* _WORK REQUIRED_
State the number of lines in these records that include the string "gradient", and say nothing more.

Stored data
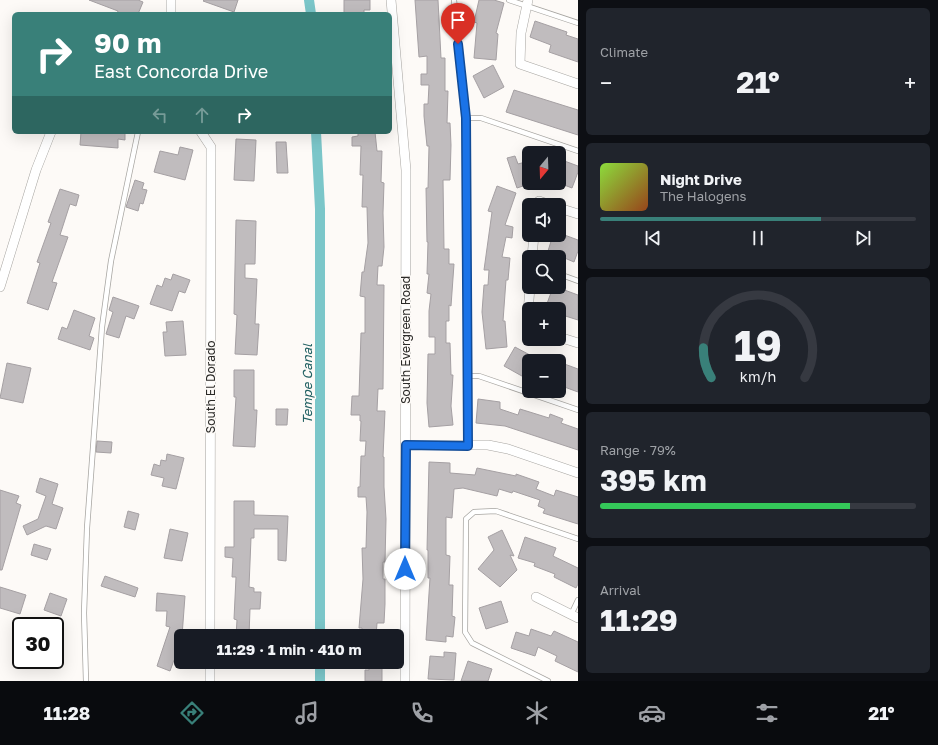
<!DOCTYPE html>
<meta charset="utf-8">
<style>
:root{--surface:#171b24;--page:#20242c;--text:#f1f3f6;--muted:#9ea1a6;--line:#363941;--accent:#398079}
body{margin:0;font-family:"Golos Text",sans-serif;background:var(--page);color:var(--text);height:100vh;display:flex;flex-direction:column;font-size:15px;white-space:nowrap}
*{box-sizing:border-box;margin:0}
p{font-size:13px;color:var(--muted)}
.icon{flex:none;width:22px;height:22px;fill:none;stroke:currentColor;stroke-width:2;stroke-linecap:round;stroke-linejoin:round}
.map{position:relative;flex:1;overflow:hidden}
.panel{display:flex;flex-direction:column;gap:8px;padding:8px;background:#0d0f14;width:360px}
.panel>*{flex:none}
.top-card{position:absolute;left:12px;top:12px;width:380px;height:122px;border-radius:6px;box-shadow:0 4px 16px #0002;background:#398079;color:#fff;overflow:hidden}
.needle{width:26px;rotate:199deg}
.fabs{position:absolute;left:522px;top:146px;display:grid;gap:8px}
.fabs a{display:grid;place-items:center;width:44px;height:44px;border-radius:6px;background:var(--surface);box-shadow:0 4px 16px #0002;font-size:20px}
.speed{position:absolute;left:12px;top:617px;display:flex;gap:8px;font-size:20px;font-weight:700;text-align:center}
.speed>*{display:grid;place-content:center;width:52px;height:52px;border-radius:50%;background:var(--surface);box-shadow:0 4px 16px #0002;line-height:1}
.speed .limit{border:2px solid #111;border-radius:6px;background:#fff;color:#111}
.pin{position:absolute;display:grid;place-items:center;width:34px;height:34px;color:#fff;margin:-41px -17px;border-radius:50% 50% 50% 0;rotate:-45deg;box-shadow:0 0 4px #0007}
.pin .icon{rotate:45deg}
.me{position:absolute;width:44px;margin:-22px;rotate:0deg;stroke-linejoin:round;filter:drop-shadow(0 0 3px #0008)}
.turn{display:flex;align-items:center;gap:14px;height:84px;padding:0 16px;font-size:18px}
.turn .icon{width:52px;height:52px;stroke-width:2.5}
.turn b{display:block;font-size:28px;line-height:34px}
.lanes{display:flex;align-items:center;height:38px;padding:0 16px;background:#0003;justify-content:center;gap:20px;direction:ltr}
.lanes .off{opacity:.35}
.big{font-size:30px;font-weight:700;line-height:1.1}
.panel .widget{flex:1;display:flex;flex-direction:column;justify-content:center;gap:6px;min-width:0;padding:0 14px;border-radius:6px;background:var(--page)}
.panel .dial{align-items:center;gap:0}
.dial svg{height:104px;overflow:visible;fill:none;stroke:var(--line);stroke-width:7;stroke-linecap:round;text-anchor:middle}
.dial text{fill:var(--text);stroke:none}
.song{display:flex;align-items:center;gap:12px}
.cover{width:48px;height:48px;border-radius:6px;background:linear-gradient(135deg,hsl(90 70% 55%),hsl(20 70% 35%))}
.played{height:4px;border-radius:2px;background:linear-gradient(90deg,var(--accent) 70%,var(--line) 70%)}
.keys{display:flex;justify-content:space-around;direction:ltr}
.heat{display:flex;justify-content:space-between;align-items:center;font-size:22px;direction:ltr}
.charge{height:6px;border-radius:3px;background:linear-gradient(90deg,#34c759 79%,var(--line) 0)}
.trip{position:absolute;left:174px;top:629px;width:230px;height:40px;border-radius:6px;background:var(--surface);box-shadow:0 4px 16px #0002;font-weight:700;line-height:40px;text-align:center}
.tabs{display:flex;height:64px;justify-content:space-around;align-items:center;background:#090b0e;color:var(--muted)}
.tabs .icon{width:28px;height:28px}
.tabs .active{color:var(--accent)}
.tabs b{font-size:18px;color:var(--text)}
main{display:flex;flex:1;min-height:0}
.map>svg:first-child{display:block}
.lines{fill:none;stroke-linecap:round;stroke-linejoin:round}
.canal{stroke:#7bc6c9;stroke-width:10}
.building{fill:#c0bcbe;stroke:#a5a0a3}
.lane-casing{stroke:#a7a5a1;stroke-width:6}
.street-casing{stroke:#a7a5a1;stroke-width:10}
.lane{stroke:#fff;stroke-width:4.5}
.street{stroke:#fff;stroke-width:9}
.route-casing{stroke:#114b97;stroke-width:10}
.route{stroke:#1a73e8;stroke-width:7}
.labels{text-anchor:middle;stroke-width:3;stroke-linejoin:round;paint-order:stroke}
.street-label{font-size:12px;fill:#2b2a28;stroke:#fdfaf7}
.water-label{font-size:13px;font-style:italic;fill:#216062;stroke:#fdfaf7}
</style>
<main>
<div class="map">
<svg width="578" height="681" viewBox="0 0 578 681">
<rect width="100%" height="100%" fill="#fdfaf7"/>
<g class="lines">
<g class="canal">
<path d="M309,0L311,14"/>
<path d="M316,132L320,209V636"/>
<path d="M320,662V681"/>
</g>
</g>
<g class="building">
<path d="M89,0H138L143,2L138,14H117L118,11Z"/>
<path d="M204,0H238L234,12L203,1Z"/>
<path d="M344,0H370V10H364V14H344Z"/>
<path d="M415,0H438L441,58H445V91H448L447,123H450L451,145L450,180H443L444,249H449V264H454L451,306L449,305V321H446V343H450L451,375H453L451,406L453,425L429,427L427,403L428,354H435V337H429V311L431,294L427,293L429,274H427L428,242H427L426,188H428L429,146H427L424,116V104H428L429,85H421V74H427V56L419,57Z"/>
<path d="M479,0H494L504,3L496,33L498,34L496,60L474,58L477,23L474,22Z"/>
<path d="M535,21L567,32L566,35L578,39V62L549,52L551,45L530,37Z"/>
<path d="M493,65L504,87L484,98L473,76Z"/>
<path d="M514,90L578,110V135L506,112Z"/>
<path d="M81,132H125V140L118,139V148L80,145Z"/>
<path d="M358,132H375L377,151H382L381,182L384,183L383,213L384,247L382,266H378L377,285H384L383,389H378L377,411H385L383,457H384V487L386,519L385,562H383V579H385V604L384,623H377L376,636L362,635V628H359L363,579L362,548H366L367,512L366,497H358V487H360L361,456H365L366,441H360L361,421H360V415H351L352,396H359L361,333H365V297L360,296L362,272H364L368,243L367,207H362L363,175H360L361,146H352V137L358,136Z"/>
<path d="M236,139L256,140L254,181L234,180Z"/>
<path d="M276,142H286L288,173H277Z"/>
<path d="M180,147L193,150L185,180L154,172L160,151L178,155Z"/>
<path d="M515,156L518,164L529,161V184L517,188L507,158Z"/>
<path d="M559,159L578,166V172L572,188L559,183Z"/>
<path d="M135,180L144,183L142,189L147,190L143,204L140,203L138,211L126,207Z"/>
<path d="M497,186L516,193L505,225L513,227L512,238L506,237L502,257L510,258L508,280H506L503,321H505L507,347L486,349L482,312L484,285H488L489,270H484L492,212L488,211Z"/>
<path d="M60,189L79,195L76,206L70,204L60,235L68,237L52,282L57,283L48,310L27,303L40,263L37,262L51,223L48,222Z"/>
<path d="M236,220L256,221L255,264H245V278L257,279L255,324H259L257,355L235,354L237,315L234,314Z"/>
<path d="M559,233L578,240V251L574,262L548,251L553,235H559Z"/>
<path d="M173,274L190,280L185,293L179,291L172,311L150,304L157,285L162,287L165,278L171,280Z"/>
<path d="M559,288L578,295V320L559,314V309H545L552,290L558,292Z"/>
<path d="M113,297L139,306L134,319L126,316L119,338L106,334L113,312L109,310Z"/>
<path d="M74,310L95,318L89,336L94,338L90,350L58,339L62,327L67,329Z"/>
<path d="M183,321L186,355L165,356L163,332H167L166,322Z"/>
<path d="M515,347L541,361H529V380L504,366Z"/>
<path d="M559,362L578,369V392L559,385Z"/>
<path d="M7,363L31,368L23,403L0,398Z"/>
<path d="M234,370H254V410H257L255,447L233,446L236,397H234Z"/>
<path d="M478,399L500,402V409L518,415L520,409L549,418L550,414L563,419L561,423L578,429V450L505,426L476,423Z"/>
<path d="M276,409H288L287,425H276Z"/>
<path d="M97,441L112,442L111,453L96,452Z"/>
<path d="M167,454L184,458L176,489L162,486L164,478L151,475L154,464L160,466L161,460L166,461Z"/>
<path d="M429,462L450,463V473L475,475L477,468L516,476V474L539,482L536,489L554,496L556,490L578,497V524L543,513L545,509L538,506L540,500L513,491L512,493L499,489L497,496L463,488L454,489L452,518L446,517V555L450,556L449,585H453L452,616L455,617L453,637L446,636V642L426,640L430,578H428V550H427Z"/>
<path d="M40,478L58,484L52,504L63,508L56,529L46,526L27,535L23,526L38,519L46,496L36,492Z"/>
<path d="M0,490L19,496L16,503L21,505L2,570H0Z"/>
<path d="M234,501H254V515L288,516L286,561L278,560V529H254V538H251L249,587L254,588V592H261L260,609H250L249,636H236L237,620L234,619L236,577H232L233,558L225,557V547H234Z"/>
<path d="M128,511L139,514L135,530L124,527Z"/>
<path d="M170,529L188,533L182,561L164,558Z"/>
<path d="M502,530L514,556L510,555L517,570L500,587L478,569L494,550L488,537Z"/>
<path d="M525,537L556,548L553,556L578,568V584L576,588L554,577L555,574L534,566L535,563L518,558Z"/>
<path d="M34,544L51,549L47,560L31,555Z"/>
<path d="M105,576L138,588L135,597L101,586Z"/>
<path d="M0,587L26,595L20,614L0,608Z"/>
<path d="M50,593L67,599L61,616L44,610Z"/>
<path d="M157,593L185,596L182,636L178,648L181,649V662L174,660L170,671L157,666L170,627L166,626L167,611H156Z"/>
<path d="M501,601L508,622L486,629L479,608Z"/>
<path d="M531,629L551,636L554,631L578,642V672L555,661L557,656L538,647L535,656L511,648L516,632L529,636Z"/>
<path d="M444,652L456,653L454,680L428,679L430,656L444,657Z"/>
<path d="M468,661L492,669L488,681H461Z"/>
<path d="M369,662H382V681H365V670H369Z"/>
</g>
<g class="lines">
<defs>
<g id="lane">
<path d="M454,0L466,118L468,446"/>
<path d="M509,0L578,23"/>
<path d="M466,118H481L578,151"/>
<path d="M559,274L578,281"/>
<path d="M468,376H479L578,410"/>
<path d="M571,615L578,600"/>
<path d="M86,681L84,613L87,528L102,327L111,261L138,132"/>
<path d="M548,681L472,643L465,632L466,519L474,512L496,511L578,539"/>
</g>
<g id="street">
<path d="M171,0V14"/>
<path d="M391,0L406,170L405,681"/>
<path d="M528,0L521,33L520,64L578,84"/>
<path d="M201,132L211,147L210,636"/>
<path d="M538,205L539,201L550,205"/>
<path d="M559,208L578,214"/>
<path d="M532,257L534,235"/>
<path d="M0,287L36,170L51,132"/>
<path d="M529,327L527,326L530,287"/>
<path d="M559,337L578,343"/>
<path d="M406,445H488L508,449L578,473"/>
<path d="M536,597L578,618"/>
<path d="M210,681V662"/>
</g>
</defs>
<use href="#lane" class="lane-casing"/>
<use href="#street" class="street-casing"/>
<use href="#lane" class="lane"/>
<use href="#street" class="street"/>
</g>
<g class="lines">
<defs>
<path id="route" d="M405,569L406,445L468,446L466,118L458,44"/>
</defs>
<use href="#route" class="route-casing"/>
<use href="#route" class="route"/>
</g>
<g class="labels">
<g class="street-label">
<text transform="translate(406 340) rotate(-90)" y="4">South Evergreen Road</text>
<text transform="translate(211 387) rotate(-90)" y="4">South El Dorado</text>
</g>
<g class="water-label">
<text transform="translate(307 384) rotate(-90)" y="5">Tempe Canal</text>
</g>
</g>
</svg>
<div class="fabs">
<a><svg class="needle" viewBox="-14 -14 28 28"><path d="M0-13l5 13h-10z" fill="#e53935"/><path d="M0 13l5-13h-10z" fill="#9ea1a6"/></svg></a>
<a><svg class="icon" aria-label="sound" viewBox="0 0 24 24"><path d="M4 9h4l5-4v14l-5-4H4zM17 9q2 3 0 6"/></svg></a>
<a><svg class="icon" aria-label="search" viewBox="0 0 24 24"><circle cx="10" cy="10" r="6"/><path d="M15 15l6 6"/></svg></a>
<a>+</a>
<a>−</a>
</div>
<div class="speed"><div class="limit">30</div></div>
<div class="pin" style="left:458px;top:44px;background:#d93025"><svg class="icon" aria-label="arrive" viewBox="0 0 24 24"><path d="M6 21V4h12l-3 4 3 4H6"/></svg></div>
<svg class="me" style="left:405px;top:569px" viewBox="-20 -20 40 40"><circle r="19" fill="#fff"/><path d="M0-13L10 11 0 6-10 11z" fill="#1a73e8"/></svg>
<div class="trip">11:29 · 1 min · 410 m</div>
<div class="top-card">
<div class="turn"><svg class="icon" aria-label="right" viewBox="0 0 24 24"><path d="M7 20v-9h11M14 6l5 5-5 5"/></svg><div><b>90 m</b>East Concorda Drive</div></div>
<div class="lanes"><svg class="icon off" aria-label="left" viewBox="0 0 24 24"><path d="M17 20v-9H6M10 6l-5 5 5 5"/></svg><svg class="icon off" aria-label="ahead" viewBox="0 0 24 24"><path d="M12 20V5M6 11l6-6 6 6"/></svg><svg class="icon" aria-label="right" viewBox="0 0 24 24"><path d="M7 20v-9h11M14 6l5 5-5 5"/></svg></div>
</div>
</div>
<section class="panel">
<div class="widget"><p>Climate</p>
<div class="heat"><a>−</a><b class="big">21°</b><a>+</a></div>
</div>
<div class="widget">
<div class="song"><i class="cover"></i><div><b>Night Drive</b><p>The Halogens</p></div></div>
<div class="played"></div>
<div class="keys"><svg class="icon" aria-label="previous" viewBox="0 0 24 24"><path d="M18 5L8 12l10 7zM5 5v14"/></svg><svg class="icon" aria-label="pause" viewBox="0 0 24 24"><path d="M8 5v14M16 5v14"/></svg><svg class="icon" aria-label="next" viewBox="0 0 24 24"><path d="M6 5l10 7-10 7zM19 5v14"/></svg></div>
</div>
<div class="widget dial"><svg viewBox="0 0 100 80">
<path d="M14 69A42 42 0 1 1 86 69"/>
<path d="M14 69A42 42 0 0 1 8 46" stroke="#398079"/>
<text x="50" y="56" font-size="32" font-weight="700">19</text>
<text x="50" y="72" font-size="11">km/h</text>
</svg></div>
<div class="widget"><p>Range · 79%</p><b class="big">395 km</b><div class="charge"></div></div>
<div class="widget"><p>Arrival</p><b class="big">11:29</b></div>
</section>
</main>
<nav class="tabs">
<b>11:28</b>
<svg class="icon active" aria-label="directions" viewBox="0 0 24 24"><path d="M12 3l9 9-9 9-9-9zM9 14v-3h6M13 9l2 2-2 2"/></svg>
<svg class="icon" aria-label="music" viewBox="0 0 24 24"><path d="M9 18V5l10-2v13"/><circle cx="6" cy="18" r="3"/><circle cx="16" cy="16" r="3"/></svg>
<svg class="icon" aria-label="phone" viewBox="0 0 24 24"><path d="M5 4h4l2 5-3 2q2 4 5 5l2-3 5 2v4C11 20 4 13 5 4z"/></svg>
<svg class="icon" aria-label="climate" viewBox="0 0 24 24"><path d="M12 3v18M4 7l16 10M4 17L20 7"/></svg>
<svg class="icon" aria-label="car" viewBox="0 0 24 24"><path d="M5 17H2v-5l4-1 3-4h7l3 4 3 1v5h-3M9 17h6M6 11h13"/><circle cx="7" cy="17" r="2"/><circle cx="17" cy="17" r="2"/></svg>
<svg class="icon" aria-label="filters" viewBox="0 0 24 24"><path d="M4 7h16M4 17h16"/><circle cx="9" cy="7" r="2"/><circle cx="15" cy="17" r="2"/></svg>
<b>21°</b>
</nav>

* _SOLVED PROBLEM_
3